Los Angeles, 26 mars 2026 – À deux ans des Jeux olympiques de Los Angeles, le Comité d’organisation (LA28) a pris une décision qui va faire date. Après plusieurs mois de consultations, les responsables ont officialisé une politique interdisant la participation des athlètes transgenres dans les épreuves féminines.
Cette orientation, largement attendue, est directement inspirée du décret exécutif signé par le président Donald Trump le 5 février 2026, intitulé « Garantir l’équité dans les sports féminins ». Le texte, qui a fait l’objet d’une cérémonie très médiatisée à la Maison-Blanche, stipule que toute institution éducative recevant des fonds fédéraux doit interdire aux athlètes transgenres de participer aux équipes féminines, sous peine de perdre ses subventions .
Lors de la signature, Trump avait affirmé que cette mesure était une question de « justice élémentaire » et qu’elle mettrait fin à ce qu’il a appelé une « invasion » des compétitions féminines .
UNE DÉCISION QUI FAIT POLÉMIQUE
L’annonce du comité LA28 a été accueillie très favorablement par les milieux conservateurs. Fox News a diffusé en boucle des analyses saluant une « victoire pour l’équité sportive ». Un porte-parole du comité d’organisation a justifié la décision en expliquant qu’elle était nécessaire pour « maintenir des conditions de compétition justes et protégées pour les athlètes féminines » .

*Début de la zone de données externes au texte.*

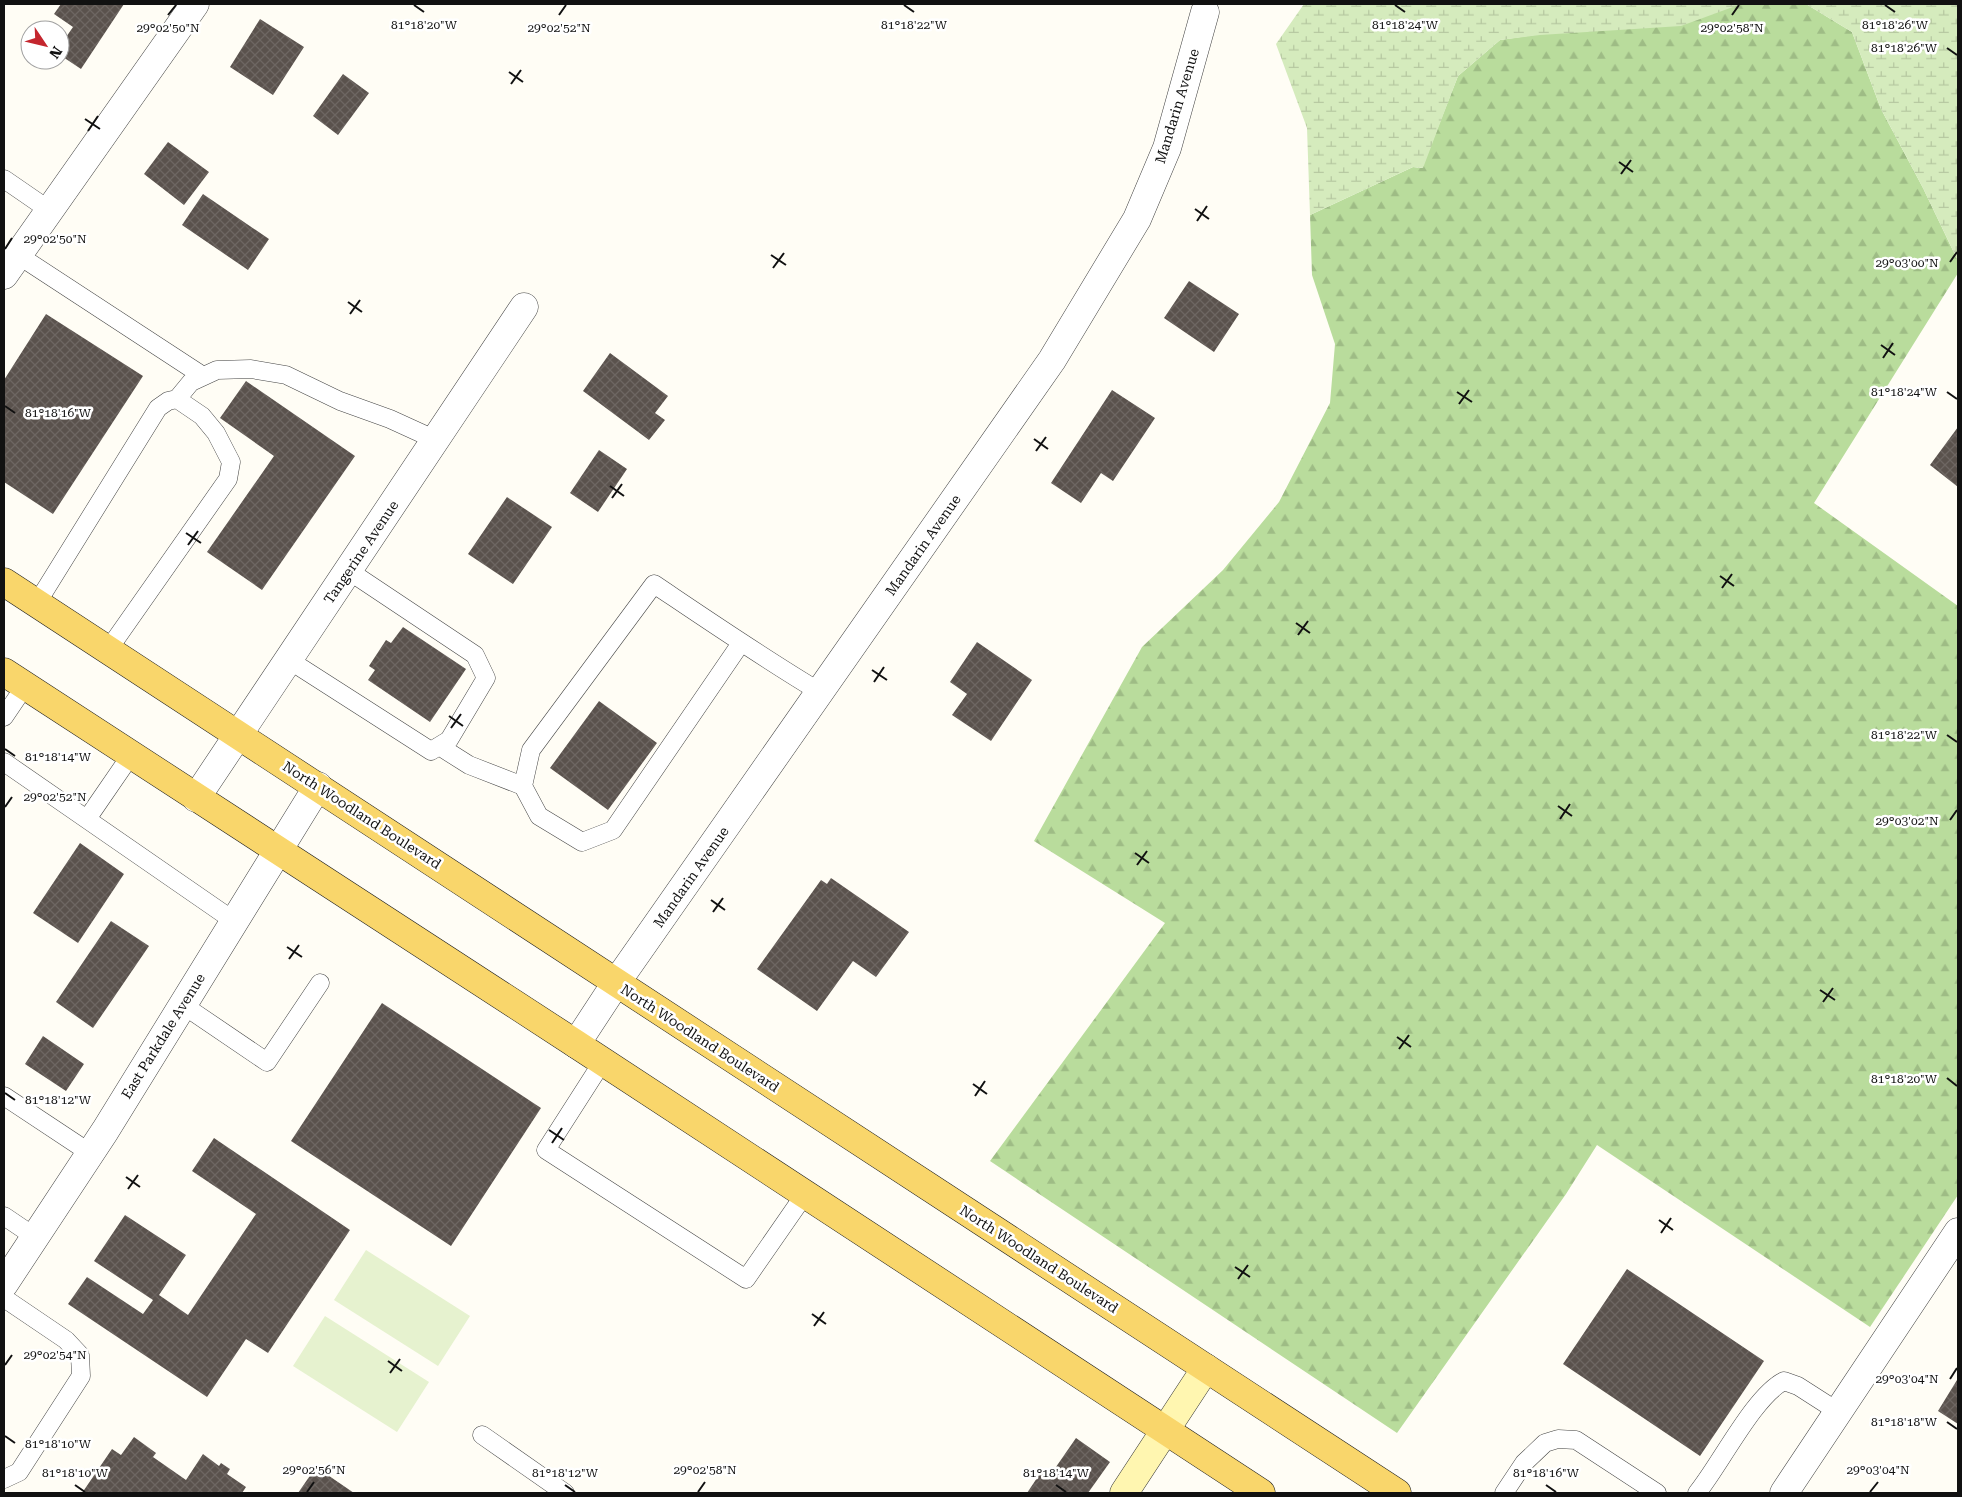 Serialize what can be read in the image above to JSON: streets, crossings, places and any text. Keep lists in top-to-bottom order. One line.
{"streets":{"main road":["North Woodland Boulevard"],"street":["Mandarin Avenue","Tangerine Avenue","East Parkdale Avenue"]},"crossings":[["Mandarin Avenue","North Woodland Boulevard"],["Tangerine Avenue","North Woodland Boulevard"],["North Woodland Boulevard","East Parkdale Avenue"]],"north":"bottom right","coordinates":["81°18'20\"W","81°18'22\"W","81°18'24\"W","81°18'26\"W","29°02'50\"N","29°02'52\"N","29°02'58\"N","29°03'00\"N","81°18'16\"W","81°18'14\"W","29°03'02\"N","81°18'12\"W","29°02'54\"N","29°03'04\"N","81°18'18\"W","81°18'10\"W","29°02'56\"N"]}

À l’inverse, les organisations de défense des droits LGBTQ+ ont vivement critiqué la mesure. La Human Rights Campaign a dénoncé une politique qui « cible une communauté déjà vulnérable et ne repose sur aucune base scientifique solide ». Plusieurs athlètes de haut niveau ont également exprimé leur désarroi sur les réseaux sociaux.

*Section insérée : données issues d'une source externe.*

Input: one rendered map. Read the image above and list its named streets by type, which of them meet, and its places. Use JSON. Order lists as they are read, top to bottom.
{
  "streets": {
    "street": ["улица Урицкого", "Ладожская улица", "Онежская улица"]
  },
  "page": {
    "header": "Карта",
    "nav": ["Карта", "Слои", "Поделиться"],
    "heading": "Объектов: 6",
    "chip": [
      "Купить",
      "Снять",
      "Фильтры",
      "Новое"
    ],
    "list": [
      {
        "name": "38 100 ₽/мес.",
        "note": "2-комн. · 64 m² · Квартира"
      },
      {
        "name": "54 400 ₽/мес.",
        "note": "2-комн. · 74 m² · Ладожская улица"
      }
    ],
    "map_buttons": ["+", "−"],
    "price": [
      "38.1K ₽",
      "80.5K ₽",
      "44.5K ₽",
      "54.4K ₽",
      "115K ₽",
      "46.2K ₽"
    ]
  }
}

LE CIO PREND SES DISTANCES
De son côté, le Comité international olympique (CIO) a rappelé dans un communiqué que la responsabilité des règles de participation revient à chaque fédération internationale. L’instance de Lausanne, qui s’était dotée en 2021 d’un cadre « fondé sur les preuves » pour les personnes transgenres, a indiqué qu’elle ne commentait pas les décisions des comités d’organisation nationaux, mais qu’elle réaffirmait son engagement pour des Jeux « inclusifs et respectueux de tous les athlètes » .
UN DÉCRET QUI DÉPASSE LE CADRE SPORTIF
Le décret du 5 février 2026, qui a servi de base à la décision du comité LA28, est bien plus large qu’une simple mesure sportive. Il menace de retirer les financements fédéraux à toute école, université ou fédération qui ne se conformerait pas à l’interdiction . Ce texte a déjà eu des conséquences pratiques dans les championnats universitaires américains, plusieurs athlètes transgenres ayant été déclarées inéligibles ces dernières semaines.
CE QUE DIT LA SCIENCE
La question de la participation des athlètes transgenres est l’une des plus clivantes du sport mondial. Les études actuelles montrent que si un traitement hormonal supprime la testostérone pendant au moins un an, la plupart des avantages physiques liés à la puberté masculine sont réduits. Mais les avis divergent sur la question de savoir si cela suffit à garantir une « équité parfaite » .
Certains experts estiment que la politique actuelle du CIO, qui laisse chaque fédération fixer ses propres règles, est plus adaptée que des interdictions globales. D’autres, comme le décret Trump, considèrent que l’exclusion totale est la seule solution pour « protéger » les compétitions féminines.
POUR NOS LECTEURS HAÏTIENS
Si Haïti n’est pas directement concernée par cette décision olympique, elle s’inscrit dans un débat global qui touche aussi les communautés sportives et les diasporas. Pour la diaspora haïtienne vivant aux États-Unis, ces questions d’inclusion et de droits des personnes transgenres sont au cœur des discussions politiques et sociales qui traversent le pays. Alors que les Jeux de Los Angeles approchent, ce sujet continuera probablement d’alimenter la chronique.